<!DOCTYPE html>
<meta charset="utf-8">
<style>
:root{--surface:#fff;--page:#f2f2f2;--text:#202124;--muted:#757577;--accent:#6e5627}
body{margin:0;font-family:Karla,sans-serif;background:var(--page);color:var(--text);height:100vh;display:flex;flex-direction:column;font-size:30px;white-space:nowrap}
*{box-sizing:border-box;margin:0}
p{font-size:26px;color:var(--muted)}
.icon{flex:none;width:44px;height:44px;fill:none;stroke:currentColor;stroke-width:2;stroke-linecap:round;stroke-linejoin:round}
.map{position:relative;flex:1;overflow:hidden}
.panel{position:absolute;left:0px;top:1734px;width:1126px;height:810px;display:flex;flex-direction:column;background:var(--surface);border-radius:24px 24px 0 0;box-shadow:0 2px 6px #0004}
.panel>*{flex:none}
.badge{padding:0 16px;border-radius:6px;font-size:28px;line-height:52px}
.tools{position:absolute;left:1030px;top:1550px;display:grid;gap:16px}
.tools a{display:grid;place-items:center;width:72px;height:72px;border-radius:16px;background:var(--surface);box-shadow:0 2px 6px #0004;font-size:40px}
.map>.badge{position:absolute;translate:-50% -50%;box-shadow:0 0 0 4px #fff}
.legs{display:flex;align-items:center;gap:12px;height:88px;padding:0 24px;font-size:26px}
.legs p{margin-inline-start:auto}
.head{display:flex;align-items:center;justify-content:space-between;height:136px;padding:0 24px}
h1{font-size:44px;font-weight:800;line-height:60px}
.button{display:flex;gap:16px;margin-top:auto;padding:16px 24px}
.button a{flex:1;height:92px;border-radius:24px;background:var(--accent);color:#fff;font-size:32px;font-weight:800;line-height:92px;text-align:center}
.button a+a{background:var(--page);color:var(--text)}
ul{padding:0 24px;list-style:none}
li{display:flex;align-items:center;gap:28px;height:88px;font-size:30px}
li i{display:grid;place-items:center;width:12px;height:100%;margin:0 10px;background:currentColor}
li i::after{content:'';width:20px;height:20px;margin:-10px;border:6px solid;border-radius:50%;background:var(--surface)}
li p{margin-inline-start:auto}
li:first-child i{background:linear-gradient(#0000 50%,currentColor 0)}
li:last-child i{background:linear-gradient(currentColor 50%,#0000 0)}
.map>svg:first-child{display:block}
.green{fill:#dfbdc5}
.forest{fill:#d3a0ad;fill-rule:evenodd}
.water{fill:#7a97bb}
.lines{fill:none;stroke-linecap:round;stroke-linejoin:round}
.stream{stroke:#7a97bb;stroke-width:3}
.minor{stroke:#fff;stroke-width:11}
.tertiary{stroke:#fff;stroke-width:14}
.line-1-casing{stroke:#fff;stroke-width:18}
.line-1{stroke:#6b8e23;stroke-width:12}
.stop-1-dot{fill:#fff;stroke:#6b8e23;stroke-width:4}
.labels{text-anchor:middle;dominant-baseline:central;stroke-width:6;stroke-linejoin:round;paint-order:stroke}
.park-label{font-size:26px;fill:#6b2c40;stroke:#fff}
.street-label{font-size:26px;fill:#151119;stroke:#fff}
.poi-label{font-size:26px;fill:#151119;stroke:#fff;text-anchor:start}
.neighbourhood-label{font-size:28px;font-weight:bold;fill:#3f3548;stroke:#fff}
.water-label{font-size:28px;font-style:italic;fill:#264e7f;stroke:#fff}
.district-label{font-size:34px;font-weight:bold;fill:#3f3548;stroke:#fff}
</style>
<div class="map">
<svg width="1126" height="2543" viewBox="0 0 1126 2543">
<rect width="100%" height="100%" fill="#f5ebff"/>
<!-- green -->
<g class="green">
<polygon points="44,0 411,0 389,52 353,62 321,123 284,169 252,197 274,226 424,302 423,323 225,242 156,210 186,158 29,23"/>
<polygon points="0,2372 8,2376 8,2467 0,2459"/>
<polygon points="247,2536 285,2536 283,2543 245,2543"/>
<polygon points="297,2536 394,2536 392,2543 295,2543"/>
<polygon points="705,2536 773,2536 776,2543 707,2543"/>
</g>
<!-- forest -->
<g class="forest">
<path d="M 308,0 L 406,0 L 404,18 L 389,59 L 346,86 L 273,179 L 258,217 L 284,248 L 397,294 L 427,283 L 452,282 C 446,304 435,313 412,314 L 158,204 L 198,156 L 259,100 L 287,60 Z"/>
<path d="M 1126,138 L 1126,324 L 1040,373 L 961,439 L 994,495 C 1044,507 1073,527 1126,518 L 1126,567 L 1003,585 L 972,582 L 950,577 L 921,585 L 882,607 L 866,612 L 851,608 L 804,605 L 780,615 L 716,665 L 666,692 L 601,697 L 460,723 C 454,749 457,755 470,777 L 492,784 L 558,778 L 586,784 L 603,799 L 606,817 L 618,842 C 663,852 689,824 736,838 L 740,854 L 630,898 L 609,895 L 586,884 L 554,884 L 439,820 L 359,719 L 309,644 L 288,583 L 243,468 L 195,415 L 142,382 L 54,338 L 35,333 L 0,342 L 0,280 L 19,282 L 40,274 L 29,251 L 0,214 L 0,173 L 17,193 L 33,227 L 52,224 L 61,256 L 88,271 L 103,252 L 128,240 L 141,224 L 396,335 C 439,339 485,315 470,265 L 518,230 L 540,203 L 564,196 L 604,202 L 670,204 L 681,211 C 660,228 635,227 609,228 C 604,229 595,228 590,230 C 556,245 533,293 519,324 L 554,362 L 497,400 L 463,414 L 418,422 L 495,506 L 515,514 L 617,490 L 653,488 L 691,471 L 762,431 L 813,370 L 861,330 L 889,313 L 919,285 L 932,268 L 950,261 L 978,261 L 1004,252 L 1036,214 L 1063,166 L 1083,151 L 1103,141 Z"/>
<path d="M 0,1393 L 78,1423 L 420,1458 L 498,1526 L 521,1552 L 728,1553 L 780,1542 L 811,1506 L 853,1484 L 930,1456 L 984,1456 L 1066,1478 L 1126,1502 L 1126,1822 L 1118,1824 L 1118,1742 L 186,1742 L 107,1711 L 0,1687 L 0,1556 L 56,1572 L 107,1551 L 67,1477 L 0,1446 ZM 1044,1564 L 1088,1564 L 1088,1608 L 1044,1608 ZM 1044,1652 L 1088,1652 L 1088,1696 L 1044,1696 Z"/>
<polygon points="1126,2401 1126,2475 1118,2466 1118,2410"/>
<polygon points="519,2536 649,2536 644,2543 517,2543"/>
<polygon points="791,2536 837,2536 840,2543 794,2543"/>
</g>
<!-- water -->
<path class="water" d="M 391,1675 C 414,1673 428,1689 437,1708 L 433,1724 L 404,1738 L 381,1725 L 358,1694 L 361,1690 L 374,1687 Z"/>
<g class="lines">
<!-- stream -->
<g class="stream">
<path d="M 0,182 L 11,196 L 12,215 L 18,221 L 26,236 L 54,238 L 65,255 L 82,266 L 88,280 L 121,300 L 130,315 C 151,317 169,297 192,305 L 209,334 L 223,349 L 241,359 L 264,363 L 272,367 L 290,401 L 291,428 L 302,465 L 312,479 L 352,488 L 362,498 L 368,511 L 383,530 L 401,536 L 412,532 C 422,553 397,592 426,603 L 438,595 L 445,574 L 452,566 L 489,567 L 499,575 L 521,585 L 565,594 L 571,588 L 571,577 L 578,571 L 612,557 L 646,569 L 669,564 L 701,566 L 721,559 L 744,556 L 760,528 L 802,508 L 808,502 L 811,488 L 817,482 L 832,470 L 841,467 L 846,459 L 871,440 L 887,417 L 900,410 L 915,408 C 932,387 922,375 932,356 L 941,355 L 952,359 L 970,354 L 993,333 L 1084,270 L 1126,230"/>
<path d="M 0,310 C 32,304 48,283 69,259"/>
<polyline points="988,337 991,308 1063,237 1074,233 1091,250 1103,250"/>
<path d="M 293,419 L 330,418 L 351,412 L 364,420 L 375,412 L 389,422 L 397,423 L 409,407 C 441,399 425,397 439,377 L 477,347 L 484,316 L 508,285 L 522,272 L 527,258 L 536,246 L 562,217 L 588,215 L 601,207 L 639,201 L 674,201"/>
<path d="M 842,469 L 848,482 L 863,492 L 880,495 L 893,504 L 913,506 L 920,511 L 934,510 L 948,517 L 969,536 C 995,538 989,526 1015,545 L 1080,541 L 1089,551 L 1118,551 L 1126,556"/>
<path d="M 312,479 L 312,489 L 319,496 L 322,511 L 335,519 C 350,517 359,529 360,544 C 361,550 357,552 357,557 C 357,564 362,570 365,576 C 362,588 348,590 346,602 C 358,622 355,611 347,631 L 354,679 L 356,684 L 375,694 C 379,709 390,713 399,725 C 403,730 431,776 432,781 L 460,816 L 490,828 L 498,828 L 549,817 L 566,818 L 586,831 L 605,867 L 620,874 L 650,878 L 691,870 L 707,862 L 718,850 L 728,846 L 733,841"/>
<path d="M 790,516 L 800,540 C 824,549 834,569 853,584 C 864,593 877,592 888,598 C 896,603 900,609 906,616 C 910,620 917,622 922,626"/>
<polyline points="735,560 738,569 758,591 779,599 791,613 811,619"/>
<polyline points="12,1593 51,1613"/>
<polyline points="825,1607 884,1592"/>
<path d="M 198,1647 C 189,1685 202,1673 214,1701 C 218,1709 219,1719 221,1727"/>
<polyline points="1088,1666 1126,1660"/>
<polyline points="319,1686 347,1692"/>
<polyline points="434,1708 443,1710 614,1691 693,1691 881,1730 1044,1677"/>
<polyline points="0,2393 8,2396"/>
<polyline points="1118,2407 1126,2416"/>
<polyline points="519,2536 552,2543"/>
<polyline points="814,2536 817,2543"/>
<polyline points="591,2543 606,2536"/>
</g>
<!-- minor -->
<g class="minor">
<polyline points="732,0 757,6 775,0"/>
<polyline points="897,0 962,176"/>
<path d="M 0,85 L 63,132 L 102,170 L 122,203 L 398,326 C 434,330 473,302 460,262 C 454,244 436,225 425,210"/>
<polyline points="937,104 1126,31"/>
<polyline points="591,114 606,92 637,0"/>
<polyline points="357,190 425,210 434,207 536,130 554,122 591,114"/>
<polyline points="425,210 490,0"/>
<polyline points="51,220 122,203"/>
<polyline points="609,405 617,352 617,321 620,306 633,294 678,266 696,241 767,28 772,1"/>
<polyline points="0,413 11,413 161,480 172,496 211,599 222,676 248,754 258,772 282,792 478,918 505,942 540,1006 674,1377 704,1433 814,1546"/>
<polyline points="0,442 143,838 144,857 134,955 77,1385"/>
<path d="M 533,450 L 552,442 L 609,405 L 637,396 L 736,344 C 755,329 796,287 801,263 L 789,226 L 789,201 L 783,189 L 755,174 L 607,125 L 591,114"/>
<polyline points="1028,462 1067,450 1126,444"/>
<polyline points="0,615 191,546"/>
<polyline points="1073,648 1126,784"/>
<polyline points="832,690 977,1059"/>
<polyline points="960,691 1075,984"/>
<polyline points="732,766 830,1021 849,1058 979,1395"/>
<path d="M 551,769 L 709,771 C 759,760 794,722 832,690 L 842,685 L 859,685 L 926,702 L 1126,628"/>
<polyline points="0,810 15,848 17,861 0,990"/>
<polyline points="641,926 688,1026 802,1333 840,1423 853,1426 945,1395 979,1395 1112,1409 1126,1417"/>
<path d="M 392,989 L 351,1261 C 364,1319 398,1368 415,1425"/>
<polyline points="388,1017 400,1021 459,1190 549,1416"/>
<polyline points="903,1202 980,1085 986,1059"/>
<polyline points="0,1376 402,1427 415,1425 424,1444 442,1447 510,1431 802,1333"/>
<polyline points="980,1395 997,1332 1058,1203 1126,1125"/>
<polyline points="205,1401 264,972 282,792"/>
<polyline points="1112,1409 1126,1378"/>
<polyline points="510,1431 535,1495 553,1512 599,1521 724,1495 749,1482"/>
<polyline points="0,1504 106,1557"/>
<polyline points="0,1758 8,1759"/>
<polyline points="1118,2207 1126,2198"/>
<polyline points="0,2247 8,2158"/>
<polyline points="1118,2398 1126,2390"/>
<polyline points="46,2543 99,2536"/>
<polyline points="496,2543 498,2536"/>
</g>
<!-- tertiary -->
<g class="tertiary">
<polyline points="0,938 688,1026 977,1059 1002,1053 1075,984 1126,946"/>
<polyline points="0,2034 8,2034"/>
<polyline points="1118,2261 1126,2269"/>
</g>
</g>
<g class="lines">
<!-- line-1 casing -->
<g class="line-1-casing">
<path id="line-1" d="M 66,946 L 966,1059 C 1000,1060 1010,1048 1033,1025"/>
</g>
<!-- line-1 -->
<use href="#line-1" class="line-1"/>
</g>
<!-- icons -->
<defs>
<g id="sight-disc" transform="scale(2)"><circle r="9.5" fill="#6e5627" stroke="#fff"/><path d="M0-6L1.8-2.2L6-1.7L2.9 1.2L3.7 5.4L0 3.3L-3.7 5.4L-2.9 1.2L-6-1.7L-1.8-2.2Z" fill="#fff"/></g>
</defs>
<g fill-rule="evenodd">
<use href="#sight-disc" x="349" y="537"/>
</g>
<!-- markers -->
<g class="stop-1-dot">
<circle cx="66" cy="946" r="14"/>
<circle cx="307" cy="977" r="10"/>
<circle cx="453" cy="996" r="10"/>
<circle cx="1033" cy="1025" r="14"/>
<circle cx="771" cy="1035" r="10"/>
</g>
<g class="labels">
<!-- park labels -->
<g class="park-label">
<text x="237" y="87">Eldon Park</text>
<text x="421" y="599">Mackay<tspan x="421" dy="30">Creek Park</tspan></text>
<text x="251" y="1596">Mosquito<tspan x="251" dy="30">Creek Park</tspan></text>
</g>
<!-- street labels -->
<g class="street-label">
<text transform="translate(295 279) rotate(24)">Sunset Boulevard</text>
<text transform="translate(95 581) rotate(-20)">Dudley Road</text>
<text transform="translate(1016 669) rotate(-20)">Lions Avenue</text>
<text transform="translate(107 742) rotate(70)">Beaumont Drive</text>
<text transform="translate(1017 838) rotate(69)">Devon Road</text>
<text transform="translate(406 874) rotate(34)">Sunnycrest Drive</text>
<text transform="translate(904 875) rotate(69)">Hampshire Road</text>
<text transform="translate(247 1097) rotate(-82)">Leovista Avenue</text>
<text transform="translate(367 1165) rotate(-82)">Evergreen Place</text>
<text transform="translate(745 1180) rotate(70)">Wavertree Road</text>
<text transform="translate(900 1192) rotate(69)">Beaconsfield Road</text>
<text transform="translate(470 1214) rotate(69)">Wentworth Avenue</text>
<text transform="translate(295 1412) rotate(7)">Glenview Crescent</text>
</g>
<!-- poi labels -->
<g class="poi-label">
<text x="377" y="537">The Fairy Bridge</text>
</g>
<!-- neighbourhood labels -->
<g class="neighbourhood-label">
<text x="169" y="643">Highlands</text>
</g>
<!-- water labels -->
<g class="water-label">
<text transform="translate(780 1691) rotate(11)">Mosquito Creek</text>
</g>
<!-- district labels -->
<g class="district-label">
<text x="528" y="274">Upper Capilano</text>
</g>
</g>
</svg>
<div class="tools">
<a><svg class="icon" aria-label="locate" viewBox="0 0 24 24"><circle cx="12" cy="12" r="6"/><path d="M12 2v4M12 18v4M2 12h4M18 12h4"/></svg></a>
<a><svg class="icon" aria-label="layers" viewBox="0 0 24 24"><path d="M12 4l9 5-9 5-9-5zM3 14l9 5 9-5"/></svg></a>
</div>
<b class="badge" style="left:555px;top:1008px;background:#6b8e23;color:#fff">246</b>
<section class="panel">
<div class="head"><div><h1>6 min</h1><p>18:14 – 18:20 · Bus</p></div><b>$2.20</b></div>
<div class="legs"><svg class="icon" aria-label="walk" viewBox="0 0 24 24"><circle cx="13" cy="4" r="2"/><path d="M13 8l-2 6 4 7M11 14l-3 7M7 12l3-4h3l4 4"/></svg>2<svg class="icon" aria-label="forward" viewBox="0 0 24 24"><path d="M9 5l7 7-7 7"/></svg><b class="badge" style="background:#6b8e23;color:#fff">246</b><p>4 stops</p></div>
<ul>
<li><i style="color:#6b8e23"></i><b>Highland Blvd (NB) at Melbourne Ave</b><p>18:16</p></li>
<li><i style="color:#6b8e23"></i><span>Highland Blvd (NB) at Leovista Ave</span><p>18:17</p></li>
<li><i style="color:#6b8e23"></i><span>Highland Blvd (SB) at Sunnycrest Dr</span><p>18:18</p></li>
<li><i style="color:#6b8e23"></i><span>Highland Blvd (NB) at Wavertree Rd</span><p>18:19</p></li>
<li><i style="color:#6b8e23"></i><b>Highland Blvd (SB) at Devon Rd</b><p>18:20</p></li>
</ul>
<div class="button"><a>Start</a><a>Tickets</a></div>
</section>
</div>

**ACTION ITEM**
A single number is the whole answer: please count how many lines of the records above include the string "linecap".

**THE ANSWER**
2